Mettre fin à un comportement si profondément ancré dans la tradition n'est pas facile. Les habitudes culturelles "ont la vie dure", explique à Afrique Relance Wisdom Mensah, coordinateur du projet de l'ING. En octobre dernier, l'ING a organisé un séminaire à l'intention des policiers de la région de la Volta, au cours duquel la majorité des participants ont affirmé ne pas connaître le trokosi et les lois qui l'interdisent. Dans ces conditions, explique le coordinateur, l'objectif de son organisation est de sensibiliser l'opinion à ce problème, en vue de l'éliminer progressivement. Les lois seules ne suffisent pas.

Mme Butegwa estime quant à elle qu'on ne peut se contenter de "sanctionner cette pratique sans comprendre pourquoi elle perdure". Elle craint que cela ne fasse que perpétuer ce rituel "sous une autre forme ou de manière clandestine".
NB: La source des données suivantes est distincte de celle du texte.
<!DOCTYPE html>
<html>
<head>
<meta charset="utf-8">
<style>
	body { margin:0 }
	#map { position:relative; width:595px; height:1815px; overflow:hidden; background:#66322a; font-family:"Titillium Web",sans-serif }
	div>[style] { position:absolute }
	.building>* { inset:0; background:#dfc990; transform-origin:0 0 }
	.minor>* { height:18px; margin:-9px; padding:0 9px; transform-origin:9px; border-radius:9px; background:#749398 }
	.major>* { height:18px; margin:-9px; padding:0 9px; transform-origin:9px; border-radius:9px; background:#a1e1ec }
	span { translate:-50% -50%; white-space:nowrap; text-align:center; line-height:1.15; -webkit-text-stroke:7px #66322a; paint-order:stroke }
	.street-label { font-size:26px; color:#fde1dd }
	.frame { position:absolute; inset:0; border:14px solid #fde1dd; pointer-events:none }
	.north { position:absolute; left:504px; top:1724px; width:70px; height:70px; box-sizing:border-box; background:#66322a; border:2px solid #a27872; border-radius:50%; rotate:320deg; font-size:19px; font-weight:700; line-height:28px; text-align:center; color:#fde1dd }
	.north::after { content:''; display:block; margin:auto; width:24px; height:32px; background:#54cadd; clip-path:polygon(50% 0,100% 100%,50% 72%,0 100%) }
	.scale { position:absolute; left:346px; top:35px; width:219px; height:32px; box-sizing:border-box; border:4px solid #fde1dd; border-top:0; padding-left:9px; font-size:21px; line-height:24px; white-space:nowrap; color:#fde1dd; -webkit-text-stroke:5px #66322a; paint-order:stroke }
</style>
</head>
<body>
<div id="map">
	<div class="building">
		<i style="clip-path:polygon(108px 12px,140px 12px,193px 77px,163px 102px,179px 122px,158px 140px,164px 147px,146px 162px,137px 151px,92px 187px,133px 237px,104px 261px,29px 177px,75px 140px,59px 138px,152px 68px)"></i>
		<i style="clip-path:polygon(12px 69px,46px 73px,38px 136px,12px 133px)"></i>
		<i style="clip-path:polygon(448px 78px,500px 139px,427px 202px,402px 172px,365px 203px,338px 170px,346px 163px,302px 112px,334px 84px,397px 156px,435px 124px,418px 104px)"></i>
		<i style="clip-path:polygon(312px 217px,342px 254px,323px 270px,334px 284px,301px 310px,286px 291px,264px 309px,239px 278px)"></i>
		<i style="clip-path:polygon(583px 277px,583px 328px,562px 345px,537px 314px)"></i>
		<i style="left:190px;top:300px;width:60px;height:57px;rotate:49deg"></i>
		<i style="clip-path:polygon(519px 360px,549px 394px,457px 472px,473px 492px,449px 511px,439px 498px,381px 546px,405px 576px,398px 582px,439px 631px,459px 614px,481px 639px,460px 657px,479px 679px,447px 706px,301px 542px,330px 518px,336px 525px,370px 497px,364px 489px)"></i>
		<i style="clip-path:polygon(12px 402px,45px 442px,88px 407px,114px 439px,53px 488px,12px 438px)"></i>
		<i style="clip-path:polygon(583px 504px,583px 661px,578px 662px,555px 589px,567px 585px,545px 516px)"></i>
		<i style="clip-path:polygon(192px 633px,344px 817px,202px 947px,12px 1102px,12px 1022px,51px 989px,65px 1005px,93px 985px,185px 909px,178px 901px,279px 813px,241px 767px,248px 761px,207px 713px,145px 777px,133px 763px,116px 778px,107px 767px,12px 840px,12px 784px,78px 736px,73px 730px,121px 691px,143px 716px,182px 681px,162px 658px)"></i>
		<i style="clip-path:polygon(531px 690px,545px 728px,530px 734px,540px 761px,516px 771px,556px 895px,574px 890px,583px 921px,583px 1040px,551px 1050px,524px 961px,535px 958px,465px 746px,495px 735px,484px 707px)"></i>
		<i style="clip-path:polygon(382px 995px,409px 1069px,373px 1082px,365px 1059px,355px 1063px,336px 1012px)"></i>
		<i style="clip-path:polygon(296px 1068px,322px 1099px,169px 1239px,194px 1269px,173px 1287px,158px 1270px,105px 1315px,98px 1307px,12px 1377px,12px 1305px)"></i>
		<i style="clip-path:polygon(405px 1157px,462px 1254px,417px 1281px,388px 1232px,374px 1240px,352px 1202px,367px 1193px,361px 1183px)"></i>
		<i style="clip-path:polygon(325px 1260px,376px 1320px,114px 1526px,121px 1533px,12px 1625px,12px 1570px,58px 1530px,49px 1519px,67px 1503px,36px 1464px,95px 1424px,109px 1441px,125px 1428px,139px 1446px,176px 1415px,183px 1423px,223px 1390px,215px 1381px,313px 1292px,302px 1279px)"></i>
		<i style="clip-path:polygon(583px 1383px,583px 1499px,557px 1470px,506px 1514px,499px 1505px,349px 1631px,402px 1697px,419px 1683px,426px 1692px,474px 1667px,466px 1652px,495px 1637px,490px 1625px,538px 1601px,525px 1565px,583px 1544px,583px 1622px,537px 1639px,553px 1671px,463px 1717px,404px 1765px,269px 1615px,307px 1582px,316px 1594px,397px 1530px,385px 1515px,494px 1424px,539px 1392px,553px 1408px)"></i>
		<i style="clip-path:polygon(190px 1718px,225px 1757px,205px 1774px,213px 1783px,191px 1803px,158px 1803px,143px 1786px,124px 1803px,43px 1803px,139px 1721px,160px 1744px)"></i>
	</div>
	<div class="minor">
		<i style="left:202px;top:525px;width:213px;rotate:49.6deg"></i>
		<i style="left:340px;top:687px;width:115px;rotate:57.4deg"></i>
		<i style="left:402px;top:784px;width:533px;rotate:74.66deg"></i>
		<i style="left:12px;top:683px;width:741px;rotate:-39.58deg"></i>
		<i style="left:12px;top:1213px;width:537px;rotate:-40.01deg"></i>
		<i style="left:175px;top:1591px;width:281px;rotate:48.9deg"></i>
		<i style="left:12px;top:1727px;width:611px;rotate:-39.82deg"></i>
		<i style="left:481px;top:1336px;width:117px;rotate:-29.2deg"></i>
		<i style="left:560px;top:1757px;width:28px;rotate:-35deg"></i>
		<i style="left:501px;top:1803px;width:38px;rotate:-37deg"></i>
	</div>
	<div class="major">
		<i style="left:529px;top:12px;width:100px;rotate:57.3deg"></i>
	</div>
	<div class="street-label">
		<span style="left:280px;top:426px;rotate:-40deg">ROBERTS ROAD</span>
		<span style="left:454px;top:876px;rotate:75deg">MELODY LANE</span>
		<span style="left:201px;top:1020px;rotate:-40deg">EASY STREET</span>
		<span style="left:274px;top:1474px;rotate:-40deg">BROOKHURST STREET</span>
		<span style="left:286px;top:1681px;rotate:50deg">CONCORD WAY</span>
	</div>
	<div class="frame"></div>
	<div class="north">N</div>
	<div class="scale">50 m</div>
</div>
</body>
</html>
Certains groupes locaux ont accusé l'association de vouloir nuire aux valeurs traditionnelles. "Nous ne sommes pas hostiles à notre culture, mais nous sommes contre la servitude, l'esclavage et le travail des enfants", souligne M. Mensah. Face aux accusations selon lesquelles son groupe s'attaque à la liberté de culte prévue dans la constitution, il affirme: "Votre liberté s'arrête là où commence la liberté d'autrui. Si vous pratiquez une religion, un système de croyances ou une coutume traditionnelle qui asservissent les gens, les rendent inférieurs et réduisent leur dignité, vous violez alors notre système constitutionnel."

Le militantisme de M. Mensah lui a valu des menaces de mort. Mais il n'est pas intimidé pour autant. "Cela vaut la peine de consacrer sa vie à la cause des femmes", conclut-il.